I love "rocket surgery!"

Hi Murray

Thinking about Paul's cautionary words I decided that I would try to set up a straight edge to keep the saddle material perpendicular to the flat surface.  That is what Ron was getting at also.  Your corian strip is a great way to do just that.  Consider that idea stolen!

 

Arthur - don't give up.  It is great that you want to take on work on your guitar with your own hands.  It is a good way to get to know your instrument and increase your confidence with it.  If you mess it up it is entirely fixable.  It is not like you are trying a neck reset, or rocket surgery. 

Mark

It's all been done.......bottom, top.That's what action/compensation adj. is..up,down,fwd,bk...precision flatbottom a must for drop ins though..Frank,help us outta here!!
Another vote for bottom-sanding on drop-in saddles.

Here's my routine:

http://fingerlakesguitarrepair.com/pages/diy/play-ability-for-the-p...

This is lovely, but I have three comments:

 

1) it is so much easier to reprofile the top than to go through all this.

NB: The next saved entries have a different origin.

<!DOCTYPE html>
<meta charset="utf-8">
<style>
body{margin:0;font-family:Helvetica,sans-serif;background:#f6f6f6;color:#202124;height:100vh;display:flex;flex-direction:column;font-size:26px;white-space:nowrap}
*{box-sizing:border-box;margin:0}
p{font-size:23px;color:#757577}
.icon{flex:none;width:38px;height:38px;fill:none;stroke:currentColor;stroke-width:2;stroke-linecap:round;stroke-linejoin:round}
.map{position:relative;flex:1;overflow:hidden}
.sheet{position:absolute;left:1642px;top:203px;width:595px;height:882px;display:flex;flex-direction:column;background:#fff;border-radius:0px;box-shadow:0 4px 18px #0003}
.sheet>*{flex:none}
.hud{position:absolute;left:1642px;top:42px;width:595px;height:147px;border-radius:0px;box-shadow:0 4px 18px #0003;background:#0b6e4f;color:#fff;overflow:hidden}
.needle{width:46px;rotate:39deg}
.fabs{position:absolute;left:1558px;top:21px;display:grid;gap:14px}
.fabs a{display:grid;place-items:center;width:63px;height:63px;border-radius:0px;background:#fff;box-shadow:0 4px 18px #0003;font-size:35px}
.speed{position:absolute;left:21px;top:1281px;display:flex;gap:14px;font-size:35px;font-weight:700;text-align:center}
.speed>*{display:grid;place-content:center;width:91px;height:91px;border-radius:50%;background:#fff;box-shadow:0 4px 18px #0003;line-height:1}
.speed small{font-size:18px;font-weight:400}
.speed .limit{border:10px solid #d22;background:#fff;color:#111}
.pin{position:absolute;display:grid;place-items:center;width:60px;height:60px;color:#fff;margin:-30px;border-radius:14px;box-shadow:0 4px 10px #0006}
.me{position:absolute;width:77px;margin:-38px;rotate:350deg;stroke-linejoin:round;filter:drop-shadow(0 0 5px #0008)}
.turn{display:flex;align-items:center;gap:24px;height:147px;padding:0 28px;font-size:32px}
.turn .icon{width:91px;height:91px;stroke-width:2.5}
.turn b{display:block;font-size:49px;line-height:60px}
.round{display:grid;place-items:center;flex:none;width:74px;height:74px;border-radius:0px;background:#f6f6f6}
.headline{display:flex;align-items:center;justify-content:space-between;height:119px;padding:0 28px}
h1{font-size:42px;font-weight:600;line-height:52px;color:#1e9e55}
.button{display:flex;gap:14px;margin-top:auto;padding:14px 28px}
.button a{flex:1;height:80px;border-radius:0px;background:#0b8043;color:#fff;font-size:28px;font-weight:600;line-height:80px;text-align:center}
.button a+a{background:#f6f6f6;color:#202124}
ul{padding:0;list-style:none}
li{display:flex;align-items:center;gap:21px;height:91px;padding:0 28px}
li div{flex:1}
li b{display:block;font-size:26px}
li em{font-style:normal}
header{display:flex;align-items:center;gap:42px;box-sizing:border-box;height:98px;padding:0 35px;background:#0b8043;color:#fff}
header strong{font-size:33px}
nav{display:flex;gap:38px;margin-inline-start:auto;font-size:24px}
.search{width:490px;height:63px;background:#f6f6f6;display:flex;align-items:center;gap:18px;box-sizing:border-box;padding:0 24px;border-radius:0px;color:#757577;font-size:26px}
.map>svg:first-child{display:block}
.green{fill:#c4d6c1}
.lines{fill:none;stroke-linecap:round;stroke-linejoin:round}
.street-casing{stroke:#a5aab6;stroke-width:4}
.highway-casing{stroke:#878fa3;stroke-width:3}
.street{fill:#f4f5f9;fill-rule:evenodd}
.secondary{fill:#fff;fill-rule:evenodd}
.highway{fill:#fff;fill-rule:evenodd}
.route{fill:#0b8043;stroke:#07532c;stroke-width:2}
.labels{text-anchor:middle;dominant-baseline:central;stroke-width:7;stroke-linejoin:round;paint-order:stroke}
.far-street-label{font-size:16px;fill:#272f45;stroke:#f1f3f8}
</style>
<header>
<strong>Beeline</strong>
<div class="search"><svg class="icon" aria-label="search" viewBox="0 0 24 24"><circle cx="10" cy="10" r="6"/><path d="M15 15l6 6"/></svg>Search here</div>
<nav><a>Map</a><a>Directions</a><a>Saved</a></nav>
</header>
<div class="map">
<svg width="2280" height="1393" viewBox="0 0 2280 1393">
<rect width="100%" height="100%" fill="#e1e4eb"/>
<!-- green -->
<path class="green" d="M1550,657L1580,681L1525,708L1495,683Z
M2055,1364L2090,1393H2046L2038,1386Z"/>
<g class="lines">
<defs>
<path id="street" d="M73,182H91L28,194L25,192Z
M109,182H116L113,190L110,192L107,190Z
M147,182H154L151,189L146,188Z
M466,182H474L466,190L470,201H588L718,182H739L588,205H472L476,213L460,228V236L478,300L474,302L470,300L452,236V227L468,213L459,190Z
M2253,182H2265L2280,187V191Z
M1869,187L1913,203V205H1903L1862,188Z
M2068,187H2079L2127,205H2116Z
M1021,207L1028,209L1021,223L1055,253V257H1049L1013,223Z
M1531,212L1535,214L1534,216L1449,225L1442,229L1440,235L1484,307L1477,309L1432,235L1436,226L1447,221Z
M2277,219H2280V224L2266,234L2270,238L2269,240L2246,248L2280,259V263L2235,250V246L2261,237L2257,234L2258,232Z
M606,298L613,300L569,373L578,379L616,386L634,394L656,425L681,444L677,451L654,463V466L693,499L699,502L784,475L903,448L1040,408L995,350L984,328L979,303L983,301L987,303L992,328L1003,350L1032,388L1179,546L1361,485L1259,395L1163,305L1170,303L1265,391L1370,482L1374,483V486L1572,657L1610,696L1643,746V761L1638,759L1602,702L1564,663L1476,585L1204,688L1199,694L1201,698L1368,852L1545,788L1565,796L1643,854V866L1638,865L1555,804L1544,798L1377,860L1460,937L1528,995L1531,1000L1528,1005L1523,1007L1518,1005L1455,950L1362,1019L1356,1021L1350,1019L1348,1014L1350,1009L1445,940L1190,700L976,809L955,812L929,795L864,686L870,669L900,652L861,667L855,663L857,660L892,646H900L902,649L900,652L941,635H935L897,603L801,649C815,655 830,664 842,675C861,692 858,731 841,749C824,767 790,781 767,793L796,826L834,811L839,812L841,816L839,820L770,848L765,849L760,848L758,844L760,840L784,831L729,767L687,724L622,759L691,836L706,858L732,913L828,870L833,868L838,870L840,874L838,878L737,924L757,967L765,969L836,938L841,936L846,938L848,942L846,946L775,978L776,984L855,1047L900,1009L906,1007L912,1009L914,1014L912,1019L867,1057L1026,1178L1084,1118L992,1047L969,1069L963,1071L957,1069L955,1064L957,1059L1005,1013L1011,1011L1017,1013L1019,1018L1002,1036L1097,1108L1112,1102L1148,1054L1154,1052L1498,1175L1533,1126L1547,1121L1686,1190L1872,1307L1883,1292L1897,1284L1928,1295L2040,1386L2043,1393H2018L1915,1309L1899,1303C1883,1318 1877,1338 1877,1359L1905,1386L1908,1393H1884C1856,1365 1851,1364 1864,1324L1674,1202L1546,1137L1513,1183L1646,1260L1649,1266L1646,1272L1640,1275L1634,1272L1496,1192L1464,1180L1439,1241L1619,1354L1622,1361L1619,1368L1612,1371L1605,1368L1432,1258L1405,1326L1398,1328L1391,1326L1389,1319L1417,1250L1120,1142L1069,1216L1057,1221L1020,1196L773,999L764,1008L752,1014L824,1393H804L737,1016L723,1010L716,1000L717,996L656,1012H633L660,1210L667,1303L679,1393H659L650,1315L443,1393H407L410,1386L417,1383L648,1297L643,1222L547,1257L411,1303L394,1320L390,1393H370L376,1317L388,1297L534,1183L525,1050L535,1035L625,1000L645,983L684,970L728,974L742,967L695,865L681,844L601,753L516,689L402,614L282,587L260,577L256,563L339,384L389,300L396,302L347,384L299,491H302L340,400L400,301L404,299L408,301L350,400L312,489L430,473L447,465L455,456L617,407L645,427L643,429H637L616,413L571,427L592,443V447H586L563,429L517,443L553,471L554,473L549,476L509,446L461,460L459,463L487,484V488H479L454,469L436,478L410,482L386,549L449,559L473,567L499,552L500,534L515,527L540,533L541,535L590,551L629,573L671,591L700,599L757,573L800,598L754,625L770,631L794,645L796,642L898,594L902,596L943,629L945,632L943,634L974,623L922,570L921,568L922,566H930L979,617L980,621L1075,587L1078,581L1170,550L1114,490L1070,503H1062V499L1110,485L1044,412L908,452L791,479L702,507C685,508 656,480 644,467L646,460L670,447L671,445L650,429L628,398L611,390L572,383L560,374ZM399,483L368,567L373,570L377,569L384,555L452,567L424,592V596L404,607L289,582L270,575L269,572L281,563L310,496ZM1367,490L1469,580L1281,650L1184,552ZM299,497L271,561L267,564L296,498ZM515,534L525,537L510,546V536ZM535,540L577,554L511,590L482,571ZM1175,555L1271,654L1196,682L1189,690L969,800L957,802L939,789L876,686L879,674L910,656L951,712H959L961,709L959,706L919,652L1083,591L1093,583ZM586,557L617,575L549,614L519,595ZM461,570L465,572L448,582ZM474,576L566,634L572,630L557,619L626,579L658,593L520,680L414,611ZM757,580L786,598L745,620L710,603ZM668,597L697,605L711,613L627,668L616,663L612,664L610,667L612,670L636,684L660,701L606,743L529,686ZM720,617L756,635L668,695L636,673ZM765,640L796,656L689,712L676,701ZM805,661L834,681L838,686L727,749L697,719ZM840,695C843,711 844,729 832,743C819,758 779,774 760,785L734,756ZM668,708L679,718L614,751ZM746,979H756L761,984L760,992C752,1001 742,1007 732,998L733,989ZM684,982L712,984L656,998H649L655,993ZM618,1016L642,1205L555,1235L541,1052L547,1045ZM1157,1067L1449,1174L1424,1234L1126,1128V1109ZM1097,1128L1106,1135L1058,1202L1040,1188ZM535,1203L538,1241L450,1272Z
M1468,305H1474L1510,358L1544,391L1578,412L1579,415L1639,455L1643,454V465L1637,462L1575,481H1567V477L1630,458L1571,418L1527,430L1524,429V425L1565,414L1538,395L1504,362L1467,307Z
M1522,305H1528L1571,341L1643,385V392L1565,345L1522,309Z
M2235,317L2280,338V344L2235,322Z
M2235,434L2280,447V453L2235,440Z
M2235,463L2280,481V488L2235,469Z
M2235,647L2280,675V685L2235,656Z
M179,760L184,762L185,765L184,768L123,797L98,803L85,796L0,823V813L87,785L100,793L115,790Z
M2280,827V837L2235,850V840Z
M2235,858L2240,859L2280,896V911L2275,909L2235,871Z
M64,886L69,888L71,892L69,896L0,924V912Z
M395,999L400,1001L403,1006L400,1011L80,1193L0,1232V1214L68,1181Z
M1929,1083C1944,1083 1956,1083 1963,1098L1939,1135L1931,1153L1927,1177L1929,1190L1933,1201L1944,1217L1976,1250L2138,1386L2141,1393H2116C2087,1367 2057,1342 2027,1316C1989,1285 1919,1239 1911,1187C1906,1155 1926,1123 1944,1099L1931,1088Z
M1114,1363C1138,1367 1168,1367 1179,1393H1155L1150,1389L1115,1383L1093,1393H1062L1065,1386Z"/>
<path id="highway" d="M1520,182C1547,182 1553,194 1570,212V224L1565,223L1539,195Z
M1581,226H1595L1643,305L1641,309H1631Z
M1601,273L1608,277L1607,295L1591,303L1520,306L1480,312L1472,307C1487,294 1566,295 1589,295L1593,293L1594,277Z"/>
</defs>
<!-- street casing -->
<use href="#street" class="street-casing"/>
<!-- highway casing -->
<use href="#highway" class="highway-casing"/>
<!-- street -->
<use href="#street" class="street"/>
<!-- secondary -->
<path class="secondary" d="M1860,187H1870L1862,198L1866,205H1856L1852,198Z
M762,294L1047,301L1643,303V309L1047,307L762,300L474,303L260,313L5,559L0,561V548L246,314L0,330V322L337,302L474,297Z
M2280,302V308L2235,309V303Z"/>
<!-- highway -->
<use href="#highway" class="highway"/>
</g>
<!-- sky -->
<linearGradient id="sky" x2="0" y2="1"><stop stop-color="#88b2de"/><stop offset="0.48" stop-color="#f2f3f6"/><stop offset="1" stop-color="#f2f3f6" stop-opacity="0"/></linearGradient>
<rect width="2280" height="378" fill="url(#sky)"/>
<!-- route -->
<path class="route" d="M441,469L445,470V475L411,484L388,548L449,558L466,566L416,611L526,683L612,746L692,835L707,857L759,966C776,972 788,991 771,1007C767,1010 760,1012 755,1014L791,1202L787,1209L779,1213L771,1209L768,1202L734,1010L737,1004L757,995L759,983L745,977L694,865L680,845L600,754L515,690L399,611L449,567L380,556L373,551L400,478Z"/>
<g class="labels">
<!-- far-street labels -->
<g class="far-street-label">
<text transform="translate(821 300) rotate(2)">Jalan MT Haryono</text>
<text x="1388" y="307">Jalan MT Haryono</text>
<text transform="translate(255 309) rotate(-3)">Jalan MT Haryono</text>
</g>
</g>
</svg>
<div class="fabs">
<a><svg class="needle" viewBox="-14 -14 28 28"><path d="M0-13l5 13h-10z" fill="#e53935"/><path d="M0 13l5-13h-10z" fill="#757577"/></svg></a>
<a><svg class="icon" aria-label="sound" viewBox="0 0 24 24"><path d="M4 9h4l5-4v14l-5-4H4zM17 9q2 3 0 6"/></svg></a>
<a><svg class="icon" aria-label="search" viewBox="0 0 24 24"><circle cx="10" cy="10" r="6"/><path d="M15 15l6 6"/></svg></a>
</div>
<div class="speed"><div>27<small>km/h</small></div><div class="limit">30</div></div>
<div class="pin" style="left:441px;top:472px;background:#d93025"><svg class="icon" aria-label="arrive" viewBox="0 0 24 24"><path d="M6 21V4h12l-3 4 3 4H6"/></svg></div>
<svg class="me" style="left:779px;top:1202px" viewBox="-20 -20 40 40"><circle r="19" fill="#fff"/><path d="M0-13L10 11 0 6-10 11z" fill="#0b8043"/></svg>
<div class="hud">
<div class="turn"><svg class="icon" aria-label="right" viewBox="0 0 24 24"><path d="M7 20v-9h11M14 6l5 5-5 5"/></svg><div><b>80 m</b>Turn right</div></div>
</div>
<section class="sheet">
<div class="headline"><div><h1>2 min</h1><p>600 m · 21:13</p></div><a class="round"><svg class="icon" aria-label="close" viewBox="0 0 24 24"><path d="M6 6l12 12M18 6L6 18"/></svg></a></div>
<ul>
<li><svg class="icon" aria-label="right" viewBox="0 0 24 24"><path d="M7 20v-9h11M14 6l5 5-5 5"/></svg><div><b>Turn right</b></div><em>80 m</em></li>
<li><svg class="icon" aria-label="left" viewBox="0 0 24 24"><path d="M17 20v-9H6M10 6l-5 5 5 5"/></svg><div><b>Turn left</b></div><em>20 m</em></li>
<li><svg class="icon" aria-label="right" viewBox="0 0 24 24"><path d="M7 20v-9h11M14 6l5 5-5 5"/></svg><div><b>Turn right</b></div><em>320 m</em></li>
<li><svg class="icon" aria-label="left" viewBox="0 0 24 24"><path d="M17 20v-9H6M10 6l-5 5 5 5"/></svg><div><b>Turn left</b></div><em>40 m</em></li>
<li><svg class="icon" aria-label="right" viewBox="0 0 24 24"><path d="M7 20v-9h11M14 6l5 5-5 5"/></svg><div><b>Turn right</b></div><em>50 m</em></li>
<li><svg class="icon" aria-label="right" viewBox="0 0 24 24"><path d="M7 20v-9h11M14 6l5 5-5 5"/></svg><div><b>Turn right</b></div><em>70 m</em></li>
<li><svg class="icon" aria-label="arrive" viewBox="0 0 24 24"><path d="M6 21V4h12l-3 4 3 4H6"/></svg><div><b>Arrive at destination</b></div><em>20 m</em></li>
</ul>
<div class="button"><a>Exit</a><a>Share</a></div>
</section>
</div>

Time is money if you're actually doing this for a living. 

 

2) often, after some years, the top bellies, and the saddle gradually goes with it and the bridge. So when you do this procedure, you're putting a flat-bottomed saddle into a curved-bottomed slot it no longer fits.

 

3) some shops I know who do this still wind up with saddles with curved bottoms. You can hear the lack of contact, you can pull the saddle and see it with a good straight edge.